- _Work required_: What you return must be every line from the beginning of the data through the line holding "position:absolute; left:2343px; top:497px;", unchanged.

- _Data records_:
__________________________________________________

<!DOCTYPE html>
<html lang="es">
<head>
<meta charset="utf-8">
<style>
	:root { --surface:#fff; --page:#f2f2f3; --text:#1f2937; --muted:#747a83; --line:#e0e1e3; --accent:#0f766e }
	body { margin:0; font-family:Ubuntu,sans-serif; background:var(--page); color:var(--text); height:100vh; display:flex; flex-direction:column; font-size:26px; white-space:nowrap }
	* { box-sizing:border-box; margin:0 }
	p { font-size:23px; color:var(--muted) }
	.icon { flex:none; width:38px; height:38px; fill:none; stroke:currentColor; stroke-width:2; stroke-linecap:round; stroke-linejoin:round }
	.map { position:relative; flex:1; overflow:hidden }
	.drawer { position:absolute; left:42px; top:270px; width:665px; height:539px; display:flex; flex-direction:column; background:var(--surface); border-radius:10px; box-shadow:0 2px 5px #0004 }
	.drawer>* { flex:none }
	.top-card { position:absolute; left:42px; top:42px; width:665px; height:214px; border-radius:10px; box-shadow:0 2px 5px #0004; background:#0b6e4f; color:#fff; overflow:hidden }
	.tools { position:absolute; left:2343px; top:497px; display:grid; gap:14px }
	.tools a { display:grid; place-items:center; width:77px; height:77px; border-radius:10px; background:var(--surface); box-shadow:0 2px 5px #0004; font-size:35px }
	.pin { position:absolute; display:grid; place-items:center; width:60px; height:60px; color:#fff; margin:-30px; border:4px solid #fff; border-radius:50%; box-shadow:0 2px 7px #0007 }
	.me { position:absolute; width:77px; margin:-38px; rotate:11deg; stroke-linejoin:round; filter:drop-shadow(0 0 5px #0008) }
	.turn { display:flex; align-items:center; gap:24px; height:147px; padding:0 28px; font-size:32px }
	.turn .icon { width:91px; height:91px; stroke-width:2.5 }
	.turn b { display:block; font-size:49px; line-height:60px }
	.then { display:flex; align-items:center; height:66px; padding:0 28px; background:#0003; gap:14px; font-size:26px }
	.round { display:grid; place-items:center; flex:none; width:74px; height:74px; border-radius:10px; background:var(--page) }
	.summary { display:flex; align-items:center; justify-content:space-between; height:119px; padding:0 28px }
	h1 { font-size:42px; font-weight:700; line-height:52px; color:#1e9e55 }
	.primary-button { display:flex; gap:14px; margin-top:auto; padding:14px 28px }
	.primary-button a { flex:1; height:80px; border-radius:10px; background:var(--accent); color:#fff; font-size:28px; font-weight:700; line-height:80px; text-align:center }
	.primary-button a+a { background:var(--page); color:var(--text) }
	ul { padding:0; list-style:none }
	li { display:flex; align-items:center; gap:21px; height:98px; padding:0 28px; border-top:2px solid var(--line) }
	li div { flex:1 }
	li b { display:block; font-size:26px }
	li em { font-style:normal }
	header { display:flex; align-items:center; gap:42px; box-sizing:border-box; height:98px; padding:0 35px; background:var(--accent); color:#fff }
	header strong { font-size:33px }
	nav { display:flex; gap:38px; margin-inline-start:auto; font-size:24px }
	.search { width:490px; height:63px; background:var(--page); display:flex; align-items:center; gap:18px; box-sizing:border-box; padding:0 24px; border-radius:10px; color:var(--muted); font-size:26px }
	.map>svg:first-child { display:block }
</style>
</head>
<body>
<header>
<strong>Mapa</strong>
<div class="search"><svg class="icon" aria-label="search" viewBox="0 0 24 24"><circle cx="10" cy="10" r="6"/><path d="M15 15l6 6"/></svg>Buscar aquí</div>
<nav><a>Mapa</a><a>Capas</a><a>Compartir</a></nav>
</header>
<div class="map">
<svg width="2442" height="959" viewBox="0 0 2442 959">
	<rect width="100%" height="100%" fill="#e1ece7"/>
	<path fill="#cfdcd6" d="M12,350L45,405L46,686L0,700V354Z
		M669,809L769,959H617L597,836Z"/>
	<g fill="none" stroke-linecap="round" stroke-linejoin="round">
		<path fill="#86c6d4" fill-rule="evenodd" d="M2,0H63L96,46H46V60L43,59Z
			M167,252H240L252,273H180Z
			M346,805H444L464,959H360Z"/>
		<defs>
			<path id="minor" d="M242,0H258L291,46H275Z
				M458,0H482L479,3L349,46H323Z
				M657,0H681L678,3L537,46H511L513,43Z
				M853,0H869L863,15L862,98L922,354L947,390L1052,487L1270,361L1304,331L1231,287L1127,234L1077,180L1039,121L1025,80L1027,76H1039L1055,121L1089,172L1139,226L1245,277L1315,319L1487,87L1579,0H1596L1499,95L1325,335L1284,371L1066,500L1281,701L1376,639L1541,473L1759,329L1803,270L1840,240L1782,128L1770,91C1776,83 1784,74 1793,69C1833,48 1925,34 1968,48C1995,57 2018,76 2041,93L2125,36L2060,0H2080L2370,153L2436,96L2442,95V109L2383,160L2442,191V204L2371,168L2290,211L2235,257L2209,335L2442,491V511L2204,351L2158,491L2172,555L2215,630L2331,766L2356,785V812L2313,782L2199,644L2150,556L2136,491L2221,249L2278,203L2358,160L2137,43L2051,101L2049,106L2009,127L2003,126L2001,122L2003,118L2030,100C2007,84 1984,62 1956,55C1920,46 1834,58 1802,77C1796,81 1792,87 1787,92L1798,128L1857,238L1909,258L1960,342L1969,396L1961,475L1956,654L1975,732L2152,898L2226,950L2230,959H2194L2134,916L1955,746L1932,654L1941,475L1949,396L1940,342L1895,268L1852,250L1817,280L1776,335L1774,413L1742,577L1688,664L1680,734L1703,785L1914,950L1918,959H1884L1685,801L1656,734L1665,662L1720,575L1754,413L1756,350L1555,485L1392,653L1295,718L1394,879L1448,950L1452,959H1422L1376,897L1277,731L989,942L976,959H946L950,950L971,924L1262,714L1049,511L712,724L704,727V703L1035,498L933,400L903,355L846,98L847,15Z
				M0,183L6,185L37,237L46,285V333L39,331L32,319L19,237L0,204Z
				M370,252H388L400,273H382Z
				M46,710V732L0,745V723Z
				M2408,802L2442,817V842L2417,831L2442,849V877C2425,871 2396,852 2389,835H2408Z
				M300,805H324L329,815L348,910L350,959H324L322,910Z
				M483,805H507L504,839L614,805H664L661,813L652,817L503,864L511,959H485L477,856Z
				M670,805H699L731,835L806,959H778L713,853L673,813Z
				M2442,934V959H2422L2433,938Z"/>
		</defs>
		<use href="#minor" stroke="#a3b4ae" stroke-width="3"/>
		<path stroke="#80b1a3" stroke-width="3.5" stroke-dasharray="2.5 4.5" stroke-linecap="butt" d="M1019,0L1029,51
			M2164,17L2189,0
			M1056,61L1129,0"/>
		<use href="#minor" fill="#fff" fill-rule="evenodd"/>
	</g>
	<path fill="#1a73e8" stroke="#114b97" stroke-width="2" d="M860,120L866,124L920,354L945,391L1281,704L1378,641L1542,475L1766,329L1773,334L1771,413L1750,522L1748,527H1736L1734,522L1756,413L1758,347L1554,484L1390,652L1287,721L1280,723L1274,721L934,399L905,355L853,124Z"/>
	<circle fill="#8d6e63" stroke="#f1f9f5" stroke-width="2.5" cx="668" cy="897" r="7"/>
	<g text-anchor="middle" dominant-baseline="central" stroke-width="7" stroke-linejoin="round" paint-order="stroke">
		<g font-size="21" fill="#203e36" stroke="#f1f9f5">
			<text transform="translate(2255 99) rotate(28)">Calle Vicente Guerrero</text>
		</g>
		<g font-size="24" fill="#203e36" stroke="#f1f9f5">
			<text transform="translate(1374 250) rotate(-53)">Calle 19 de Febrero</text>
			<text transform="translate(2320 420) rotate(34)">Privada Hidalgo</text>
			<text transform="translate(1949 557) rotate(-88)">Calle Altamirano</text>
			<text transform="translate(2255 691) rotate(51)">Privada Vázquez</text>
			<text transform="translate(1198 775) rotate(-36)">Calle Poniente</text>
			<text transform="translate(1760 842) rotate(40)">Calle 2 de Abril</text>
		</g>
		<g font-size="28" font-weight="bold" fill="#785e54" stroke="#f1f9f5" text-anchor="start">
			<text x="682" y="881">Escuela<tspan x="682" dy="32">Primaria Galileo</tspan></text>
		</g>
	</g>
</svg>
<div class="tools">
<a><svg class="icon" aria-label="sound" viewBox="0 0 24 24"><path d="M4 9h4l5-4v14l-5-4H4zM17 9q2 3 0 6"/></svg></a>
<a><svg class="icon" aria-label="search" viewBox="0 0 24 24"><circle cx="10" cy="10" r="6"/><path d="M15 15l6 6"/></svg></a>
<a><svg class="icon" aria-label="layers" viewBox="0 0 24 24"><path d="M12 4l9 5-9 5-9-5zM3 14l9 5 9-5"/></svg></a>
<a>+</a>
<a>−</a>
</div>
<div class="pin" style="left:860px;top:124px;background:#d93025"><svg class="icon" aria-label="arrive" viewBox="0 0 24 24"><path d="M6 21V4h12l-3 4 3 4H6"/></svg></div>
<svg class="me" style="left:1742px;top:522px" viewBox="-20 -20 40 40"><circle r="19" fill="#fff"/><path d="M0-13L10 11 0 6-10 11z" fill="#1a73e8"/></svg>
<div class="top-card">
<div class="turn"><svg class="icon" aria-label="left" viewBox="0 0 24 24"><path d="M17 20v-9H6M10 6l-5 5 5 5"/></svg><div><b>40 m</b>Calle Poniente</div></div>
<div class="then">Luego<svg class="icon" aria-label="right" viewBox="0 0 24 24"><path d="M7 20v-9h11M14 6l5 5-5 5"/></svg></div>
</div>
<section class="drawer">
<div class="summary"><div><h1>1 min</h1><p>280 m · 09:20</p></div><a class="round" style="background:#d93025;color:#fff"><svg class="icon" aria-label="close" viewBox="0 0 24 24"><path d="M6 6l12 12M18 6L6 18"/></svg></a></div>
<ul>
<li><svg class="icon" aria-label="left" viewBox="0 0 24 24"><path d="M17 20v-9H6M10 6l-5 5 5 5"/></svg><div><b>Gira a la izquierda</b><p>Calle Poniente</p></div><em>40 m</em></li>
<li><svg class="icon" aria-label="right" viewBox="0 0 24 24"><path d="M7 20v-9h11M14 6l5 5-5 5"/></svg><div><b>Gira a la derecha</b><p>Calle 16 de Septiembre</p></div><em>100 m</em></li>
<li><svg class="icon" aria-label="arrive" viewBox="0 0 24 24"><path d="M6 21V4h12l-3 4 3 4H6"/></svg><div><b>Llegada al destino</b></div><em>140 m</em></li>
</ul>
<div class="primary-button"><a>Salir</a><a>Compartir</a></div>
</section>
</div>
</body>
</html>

__________________________________________________

- _Response_:
<!DOCTYPE html>
<html lang="es">
<head>
<meta charset="utf-8">
<style>
	:root { --surface:#fff; --page:#f2f2f3; --text:#1f2937; --muted:#747a83; --line:#e0e1e3; --accent:#0f766e }
	body { margin:0; font-family:Ubuntu,sans-serif; background:var(--page); color:var(--text); height:100vh; display:flex; flex-direction:column; font-size:26px; white-space:nowrap }
	* { box-sizing:border-box; margin:0 }
	p { font-size:23px; color:var(--muted) }
	.icon { flex:none; width:38px; height:38px; fill:none; stroke:currentColor; stroke-width:2; stroke-linecap:round; stroke-linejoin:round }
	.map { position:relative; flex:1; overflow:hidden }
	.drawer { position:absolute; left:42px; top:270px; width:665px; height:539px; display:flex; flex-direction:column; background:var(--surface); border-radius:10px; box-shadow:0 2px 5px #0004 }
	.drawer>* { flex:none }
	.top-card { position:absolute; left:42px; top:42px; width:665px; height:214px; border-radius:10px; box-shadow:0 2px 5px #0004; background:#0b6e4f; color:#fff; overflow:hidden }
	.tools { position:absolute; left:2343px; top:497px; display:grid; gap:14px }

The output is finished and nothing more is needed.